#### GIVEN DATA:
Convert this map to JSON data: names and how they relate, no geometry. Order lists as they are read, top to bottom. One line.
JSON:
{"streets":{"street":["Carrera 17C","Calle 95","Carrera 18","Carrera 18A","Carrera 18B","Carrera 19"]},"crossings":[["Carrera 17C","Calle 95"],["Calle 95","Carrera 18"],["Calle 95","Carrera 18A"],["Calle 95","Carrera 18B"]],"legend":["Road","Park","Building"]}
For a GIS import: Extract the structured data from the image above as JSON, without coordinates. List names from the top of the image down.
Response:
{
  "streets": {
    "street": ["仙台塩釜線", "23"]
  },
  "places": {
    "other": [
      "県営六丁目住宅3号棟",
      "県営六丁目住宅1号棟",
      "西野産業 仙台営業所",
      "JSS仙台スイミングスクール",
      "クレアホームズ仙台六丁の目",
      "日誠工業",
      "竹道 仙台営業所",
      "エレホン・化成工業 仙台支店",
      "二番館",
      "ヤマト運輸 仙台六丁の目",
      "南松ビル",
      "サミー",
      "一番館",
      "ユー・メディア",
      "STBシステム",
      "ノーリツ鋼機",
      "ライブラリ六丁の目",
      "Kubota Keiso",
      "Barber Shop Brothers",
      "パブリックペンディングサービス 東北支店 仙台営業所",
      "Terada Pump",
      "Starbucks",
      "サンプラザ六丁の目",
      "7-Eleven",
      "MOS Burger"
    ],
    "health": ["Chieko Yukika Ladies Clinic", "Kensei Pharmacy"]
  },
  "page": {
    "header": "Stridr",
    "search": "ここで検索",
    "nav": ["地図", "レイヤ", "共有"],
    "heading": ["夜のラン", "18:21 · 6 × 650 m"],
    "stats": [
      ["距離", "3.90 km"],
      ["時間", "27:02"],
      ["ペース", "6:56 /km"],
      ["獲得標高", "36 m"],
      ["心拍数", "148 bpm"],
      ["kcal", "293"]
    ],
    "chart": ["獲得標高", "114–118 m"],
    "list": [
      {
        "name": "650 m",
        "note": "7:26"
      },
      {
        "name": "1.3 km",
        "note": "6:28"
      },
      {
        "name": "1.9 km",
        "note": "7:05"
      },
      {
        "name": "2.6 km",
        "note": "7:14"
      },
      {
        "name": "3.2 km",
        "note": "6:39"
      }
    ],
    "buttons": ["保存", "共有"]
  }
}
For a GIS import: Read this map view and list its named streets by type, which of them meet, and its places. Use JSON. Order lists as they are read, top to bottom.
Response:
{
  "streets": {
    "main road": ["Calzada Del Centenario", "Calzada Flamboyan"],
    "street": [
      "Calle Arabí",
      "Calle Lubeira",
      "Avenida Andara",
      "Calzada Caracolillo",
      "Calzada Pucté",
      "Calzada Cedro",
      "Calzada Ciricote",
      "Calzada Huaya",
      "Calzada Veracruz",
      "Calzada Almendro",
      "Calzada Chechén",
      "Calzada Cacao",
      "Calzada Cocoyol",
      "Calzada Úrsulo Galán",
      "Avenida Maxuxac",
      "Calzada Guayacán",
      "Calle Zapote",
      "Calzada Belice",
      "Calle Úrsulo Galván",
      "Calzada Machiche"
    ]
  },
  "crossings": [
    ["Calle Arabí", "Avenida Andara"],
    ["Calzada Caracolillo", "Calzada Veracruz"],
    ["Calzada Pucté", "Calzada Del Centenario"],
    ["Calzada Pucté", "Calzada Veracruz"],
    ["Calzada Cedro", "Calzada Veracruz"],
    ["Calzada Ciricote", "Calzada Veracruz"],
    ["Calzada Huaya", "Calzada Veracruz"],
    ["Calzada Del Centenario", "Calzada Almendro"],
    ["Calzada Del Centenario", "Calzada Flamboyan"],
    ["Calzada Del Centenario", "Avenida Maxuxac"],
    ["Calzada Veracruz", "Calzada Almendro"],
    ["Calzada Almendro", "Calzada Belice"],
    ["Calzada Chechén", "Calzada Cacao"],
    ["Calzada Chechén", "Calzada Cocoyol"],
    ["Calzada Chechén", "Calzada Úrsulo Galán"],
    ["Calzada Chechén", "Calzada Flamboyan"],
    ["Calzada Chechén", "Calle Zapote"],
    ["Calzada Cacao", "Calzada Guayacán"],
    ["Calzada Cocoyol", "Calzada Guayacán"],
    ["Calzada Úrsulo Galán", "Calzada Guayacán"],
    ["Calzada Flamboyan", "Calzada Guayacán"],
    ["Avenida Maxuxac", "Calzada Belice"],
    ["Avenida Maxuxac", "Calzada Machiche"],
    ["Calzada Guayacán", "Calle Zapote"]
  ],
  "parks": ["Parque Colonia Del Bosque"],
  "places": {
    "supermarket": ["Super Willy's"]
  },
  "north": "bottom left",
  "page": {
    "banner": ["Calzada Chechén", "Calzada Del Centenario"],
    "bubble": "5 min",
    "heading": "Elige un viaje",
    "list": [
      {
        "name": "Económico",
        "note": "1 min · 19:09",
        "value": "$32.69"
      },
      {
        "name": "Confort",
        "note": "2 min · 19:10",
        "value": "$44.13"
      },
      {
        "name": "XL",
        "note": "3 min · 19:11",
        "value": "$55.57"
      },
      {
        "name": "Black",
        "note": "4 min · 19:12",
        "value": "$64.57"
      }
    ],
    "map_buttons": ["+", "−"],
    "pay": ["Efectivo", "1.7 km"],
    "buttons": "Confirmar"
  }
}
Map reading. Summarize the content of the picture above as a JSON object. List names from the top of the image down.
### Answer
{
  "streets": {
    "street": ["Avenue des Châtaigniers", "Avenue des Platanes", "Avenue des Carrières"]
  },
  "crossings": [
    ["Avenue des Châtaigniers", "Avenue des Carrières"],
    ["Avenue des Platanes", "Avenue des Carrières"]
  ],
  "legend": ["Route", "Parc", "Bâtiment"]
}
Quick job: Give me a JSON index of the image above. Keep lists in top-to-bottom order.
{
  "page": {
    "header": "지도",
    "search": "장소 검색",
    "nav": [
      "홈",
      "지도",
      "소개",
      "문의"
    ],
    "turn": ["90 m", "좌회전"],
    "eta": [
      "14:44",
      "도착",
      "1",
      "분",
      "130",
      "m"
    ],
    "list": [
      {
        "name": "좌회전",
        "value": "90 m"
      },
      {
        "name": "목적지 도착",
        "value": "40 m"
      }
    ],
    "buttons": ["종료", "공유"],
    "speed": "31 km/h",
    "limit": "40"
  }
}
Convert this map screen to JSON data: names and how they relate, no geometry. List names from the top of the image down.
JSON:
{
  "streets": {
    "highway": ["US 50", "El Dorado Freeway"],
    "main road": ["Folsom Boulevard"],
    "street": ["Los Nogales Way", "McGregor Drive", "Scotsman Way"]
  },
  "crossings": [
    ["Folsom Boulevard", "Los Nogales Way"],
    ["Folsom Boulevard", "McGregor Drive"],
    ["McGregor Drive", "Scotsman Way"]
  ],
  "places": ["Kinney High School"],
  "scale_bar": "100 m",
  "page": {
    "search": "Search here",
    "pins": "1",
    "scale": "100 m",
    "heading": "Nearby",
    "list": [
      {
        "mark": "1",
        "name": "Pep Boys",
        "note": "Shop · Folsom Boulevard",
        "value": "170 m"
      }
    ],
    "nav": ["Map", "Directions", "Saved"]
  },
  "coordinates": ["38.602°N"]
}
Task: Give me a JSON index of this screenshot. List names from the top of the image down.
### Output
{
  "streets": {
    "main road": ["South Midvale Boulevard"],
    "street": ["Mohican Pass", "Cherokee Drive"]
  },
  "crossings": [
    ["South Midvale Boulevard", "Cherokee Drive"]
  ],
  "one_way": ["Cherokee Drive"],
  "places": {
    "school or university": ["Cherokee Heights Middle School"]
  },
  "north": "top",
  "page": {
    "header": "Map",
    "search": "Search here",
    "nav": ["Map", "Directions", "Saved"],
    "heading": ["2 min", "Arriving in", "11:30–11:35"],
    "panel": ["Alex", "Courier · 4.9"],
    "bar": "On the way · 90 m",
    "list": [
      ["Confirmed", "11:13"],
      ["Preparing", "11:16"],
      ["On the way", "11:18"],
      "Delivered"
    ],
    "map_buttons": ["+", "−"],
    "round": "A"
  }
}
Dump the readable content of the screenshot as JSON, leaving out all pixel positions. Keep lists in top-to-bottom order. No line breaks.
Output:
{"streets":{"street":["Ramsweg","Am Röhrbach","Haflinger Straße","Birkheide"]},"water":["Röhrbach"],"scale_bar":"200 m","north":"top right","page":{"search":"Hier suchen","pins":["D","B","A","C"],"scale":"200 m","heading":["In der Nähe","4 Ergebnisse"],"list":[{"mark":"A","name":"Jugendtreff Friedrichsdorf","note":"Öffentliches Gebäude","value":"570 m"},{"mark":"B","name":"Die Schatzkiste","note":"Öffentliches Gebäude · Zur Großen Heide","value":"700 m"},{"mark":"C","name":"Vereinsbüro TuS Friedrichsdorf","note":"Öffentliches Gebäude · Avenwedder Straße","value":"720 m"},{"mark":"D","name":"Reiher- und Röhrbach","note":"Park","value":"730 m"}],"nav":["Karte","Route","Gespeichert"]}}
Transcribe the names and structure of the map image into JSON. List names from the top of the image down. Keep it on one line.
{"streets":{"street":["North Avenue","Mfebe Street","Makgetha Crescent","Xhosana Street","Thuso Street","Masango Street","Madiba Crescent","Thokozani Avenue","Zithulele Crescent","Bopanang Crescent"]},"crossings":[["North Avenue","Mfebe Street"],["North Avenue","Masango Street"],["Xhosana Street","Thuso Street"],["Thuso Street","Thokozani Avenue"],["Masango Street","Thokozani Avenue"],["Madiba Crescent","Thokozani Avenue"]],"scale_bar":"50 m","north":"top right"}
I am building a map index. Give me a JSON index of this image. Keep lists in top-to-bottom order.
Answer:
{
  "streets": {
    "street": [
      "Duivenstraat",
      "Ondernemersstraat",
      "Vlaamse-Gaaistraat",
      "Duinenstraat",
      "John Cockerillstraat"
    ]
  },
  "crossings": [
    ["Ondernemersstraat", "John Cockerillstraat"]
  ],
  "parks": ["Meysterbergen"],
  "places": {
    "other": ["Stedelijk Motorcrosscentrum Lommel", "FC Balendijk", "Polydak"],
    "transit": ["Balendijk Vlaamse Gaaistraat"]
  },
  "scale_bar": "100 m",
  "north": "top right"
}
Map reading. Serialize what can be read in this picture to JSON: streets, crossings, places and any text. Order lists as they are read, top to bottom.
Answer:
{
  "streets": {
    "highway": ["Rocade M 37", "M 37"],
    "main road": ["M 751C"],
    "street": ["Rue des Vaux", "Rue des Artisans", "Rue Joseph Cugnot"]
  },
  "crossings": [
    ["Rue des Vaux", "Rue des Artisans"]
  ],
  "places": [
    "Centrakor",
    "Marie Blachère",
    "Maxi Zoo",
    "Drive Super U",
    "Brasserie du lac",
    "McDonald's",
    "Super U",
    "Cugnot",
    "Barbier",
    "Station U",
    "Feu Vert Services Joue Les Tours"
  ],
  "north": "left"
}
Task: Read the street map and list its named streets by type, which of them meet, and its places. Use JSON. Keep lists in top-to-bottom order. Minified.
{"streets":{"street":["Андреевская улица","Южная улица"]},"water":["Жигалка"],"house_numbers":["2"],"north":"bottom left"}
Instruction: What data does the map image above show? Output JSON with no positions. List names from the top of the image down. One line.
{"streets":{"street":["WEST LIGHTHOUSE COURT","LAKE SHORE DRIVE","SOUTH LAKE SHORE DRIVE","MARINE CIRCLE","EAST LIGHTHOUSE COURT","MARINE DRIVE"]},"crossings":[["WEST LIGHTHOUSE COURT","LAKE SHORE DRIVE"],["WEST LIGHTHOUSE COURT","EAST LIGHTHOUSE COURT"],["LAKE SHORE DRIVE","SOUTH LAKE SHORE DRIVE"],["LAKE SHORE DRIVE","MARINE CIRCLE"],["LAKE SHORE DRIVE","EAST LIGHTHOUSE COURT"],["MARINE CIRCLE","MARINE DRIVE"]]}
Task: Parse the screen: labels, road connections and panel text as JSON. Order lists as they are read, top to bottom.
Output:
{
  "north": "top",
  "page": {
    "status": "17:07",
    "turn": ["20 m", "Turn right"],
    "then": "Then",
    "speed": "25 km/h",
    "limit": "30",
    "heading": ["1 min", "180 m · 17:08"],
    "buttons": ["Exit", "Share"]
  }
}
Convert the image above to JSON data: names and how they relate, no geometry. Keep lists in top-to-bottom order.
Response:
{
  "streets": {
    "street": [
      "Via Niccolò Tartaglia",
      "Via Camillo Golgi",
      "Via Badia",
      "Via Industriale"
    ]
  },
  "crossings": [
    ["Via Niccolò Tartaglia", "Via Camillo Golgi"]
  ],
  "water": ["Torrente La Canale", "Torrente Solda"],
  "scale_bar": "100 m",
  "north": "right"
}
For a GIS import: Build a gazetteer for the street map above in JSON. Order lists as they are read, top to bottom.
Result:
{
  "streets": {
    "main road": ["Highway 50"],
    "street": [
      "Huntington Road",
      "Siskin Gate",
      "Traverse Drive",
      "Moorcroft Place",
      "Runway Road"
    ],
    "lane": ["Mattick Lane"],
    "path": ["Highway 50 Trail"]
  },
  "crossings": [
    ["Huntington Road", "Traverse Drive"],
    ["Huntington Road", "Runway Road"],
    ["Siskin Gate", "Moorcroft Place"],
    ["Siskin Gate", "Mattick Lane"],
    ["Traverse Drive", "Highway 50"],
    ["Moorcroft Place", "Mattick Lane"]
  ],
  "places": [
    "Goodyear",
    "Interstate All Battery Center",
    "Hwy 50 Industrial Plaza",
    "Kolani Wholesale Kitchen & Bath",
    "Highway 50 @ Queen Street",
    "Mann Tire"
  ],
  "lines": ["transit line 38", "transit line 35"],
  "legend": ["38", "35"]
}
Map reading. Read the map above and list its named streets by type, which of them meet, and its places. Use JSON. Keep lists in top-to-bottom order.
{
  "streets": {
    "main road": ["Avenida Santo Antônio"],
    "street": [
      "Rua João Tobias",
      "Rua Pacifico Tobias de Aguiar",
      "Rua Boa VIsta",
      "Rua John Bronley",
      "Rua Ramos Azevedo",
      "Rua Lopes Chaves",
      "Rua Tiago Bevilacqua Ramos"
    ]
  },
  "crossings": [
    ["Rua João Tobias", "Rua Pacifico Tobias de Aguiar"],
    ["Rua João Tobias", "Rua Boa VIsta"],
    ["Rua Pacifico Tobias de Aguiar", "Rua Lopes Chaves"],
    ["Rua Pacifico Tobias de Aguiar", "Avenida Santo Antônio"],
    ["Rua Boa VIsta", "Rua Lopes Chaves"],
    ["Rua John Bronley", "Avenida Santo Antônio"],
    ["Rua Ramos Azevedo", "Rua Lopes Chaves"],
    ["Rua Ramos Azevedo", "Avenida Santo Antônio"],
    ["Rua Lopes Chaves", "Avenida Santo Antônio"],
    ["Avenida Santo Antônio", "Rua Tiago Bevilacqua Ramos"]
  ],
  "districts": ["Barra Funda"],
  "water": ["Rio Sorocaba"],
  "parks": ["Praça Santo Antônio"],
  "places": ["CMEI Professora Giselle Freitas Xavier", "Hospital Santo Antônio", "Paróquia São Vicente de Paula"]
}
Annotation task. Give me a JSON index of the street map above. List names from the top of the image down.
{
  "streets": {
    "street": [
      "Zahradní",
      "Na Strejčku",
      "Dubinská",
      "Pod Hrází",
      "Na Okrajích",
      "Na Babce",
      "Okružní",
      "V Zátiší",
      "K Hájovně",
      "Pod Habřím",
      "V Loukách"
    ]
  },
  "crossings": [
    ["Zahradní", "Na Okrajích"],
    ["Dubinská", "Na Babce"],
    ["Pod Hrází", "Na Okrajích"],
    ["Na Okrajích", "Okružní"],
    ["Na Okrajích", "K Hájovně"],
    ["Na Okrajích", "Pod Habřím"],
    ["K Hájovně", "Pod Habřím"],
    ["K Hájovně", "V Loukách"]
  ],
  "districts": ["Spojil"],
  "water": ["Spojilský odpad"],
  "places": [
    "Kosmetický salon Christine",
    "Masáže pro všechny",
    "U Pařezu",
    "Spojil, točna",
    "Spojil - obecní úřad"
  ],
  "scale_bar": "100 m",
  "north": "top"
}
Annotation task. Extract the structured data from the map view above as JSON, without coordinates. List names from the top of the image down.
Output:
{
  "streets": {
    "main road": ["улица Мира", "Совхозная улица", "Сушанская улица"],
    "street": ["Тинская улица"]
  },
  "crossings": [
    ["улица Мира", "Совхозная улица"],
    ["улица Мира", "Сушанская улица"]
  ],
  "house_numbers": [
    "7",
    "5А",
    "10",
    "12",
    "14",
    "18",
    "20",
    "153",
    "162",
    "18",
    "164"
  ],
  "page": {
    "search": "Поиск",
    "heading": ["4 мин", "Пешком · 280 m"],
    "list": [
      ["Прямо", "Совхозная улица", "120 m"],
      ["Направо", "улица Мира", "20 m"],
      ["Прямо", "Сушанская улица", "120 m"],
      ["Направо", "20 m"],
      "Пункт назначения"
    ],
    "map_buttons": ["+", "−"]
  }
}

#### EXERCISE:
From the entries, copy every line in which the word "Extract" occurs.

#### ANSWER FOR THE TASK:
For a GIS import: Extract the structured data from the image above as JSON, without coordinates. List names from the top of the image down.
Annotation task. Extract the structured data from the map view above as JSON, without coordinates. List names from the top of the image down.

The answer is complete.